***** INFORMATION PROVIDED *****

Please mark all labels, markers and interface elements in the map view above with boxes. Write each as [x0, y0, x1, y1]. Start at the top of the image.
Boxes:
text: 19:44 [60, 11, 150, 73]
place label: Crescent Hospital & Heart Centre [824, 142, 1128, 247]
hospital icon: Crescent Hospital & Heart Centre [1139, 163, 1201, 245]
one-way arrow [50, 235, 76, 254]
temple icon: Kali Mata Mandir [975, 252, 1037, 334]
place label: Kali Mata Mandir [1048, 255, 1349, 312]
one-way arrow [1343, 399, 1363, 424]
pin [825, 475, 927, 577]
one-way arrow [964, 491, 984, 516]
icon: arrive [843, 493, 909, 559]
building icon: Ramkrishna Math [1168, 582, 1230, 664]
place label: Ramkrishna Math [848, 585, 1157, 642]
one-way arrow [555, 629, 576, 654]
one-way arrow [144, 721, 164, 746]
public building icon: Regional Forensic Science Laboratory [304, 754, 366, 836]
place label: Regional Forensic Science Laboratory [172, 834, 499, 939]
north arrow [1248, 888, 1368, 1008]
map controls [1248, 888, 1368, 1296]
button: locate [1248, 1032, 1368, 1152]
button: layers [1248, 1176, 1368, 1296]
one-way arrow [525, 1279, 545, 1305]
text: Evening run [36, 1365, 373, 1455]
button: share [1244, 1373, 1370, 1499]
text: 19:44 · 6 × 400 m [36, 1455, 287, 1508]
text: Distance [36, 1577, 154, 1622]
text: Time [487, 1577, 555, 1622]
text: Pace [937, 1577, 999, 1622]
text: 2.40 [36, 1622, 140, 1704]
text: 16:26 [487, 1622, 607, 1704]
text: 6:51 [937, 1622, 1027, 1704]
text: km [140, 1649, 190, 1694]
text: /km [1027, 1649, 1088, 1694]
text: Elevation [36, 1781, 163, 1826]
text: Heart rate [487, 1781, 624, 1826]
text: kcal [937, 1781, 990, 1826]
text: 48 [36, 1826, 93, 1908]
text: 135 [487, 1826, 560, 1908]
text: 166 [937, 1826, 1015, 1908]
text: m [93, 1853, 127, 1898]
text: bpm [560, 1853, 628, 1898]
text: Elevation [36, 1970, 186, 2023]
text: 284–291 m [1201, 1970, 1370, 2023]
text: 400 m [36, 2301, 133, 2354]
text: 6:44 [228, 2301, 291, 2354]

*****

• **WHAT IS NEEDED**: Please output all of the entries without changing a single character.

• **TASK RESULT**:
Please mark all labels, markers and interface elements in the map view above with boxes. Write each as [x0, y0, x1, y1]. Start at the top of the image.
Boxes:
text: 19:44 [60, 11, 150, 73]
place label: Crescent Hospital & Heart Centre [824, 142, 1128, 247]
hospital icon: Crescent Hospital & Heart Centre [1139, 163, 1201, 245]
one-way arrow [50, 235, 76, 254]
temple icon: Kali Mata Mandir [975, 252, 1037, 334]
place label: Kali Mata Mandir [1048, 255, 1349, 312]
one-way arrow [1343, 399, 1363, 424]
pin [825, 475, 927, 577]
one-way arrow [964, 491, 984, 516]
icon: arrive [843, 493, 909, 559]
building icon: Ramkrishna Math [1168, 582, 1230, 664]
place label: Ramkrishna Math [848, 585, 1157, 642]
one-way arrow [555, 629, 576, 654]
one-way arrow [144, 721, 164, 746]
public building icon: Regional Forensic Science Laboratory [304, 754, 366, 836]
place label: Regional Forensic Science Laboratory [172, 834, 499, 939]
north arrow [1248, 888, 1368, 1008]
map controls [1248, 888, 1368, 1296]
button: locate [1248, 1032, 1368, 1152]
button: layers [1248, 1176, 1368, 1296]
one-way arrow [525, 1279, 545, 1305]
text: Evening run [36, 1365, 373, 1455]
button: share [1244, 1373, 1370, 1499]
text: 19:44 · 6 × 400 m [36, 1455, 287, 1508]
text: Distance [36, 1577, 154, 1622]
text: Time [487, 1577, 555, 1622]
text: Pace [937, 1577, 999, 1622]
text: 2.40 [36, 1622, 140, 1704]
text: 16:26 [487, 1622, 607, 1704]
text: 6:51 [937, 1622, 1027, 1704]
text: km [140, 1649, 190, 1694]
text: /km [1027, 1649, 1088, 1694]
text: Elevation [36, 1781, 163, 1826]
text: Heart rate [487, 1781, 624, 1826]
text: kcal [937, 1781, 990, 1826]
text: 48 [36, 1826, 93, 1908]
text: 135 [487, 1826, 560, 1908]
text: 166 [937, 1826, 1015, 1908]
text: m [93, 1853, 127, 1898]
text: bpm [560, 1853, 628, 1898]
text: Elevation [36, 1970, 186, 2023]
text: 284–291 m [1201, 1970, 1370, 2023]
text: 400 m [36, 2301, 133, 2354]
text: 6:44 [228, 2301, 291, 2354]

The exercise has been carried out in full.